MENCIÓN HONORÍFICA
VIDA COTIDIANA
Aquellos que se quedan
César Damián
Podría intentar, al menos un puñado de definiciones sobre migración, pero migración para mi sólo tiene un significado: el de mi propia historia. He sido uno de los que se van. Y como cientos que lo hacen cada día, viví la experiencia, de atravesar ilegalmente la frontera hacía el país del norte. Pudo haber sido una noche inocua, no lo fue, cruce la frontera una noche color ceniza. La experiencia marcó mi vida; aquella noche me convertí en fotógrafo. No he tenido el propósito de seguir al migrante en su trayecto al otro lado. Tampoco he buscado asentarme en la frontera y documentar la línea. He querido salir a encontrarme conmigo mismo e indagar sobre esas respuestas vedadas a mi entendimiento. Y lo he hecho a partir de la gente que se queda. Hablar de aquellos que se quedan, es hablar de los que se van, pero, ¿donde exactamente radica la diferencia?. Unos y otros renuncian, migran, se enfrentan a un mar de adversidades. Los que emigran son héroes para algunos; y para otros, simplemente ilegales. A su vez, los que se quedan representan la pobreza, la resignación del abandono; para quienes el sueño americano es una latente seducción, una invitación permanente a vivir la aventura propia. Se que el fenómeno migratorio es complejo. Sin embargo, lo que más me mueve del tema, es mi sed interna de evaporar lo vivido, de entender a otros como yo, y sobretodo atestiguar qué pasa con los que se quedan, pues hoy estoy convencido: aquellos que se quedan al final también emigran: es la migración inmóvil de los que se quedan.
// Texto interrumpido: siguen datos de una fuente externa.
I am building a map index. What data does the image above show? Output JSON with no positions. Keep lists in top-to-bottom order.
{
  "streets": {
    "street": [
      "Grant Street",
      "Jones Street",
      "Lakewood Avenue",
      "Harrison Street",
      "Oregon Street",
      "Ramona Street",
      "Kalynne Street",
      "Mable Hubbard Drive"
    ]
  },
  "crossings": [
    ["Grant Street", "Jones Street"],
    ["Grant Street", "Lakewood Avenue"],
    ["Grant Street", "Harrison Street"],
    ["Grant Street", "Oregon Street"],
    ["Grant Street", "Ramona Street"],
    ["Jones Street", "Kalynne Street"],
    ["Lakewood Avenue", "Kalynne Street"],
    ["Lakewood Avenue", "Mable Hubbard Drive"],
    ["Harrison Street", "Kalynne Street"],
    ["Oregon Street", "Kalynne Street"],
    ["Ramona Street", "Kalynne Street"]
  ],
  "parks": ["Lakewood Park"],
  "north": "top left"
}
Con esto también comprendo que, de alguna manera: migrantes somos todos. Que en un yo colectivo, los anhelos y la realización de ellos nos pertenecen a todos. También entiendo que las fronteras son invisibles, que se han inventado para dominar a los hombres. Y en ese caso, ¿quiénes son los que se quedan?, ¿acaso son aquellos que no logran traspasar sus propias fronteras?